▶ [Work required]:
Say only how many lines in the entries below contain the word "pins".

▶ [Data for this exercise]:
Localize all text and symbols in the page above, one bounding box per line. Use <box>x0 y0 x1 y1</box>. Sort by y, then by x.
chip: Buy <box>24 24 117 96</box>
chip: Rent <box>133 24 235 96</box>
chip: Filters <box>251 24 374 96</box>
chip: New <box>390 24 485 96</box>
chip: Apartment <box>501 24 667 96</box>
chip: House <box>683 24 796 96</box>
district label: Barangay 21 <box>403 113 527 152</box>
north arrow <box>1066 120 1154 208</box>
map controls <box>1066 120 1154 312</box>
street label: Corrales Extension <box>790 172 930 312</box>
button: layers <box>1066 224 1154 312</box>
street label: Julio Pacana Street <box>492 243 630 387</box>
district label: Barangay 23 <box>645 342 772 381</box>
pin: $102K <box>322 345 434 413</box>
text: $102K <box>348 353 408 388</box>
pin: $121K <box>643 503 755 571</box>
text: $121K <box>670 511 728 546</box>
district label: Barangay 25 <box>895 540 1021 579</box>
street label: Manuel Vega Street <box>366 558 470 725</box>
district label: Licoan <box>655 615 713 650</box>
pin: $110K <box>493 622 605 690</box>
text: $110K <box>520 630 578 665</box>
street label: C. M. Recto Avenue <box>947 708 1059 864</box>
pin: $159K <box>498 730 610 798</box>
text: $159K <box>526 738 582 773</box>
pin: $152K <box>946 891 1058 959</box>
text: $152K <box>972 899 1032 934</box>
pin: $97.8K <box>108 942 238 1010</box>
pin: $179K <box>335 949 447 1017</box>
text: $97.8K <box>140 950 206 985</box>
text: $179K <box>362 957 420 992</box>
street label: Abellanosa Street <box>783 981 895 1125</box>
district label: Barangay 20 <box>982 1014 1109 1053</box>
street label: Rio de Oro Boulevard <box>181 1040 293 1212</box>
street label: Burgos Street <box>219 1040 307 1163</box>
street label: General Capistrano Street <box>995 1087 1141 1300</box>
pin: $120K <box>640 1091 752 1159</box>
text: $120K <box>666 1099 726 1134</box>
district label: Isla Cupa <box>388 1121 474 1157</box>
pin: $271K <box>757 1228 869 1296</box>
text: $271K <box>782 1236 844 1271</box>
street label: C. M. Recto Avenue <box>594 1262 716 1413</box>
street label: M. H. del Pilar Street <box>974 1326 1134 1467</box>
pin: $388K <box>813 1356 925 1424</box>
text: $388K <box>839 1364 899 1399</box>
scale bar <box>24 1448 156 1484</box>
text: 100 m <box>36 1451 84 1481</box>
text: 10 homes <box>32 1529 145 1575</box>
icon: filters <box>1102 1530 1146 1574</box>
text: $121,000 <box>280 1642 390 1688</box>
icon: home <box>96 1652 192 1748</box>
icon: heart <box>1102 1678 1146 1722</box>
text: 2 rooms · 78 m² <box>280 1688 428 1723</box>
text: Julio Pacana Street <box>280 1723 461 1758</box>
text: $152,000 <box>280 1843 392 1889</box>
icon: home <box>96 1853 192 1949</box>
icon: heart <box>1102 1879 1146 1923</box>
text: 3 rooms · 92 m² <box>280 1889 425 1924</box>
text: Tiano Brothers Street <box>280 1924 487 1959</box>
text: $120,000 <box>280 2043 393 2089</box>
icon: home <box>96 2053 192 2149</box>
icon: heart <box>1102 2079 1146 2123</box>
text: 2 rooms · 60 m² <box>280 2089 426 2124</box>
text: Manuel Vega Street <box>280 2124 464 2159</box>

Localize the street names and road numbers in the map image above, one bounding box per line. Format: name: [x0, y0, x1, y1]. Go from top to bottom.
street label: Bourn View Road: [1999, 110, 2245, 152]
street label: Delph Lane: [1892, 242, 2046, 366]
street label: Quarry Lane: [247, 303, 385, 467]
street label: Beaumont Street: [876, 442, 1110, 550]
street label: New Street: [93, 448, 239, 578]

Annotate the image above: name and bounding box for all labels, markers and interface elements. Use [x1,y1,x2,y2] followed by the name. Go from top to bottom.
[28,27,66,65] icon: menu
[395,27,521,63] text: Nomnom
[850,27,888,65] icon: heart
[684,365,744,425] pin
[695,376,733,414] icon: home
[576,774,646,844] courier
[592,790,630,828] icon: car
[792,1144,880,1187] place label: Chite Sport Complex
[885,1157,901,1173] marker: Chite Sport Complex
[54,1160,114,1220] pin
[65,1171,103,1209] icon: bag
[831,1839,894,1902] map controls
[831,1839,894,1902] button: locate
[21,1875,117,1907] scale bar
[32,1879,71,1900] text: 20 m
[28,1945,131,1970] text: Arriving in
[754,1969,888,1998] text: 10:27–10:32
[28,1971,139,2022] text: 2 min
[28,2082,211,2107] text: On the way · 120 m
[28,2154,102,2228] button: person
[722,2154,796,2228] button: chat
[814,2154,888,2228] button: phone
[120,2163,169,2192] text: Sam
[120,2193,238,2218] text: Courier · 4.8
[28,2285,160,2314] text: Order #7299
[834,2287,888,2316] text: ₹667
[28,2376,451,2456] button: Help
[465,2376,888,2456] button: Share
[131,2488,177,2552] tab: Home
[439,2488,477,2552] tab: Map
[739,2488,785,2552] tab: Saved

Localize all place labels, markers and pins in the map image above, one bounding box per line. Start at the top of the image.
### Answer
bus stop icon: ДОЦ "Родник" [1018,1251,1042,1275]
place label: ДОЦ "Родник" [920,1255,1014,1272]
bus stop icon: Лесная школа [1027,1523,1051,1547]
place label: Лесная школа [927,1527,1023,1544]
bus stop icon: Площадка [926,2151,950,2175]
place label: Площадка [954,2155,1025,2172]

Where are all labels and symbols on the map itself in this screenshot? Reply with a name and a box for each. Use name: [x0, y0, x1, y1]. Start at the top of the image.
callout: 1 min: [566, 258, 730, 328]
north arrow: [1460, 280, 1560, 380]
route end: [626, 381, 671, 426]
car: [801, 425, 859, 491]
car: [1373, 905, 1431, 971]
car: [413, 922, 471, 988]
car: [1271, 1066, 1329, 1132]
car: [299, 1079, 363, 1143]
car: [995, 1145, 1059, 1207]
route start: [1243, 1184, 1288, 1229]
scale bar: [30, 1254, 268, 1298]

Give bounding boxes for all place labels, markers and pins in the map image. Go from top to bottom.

▶ [Completed exercise]:
2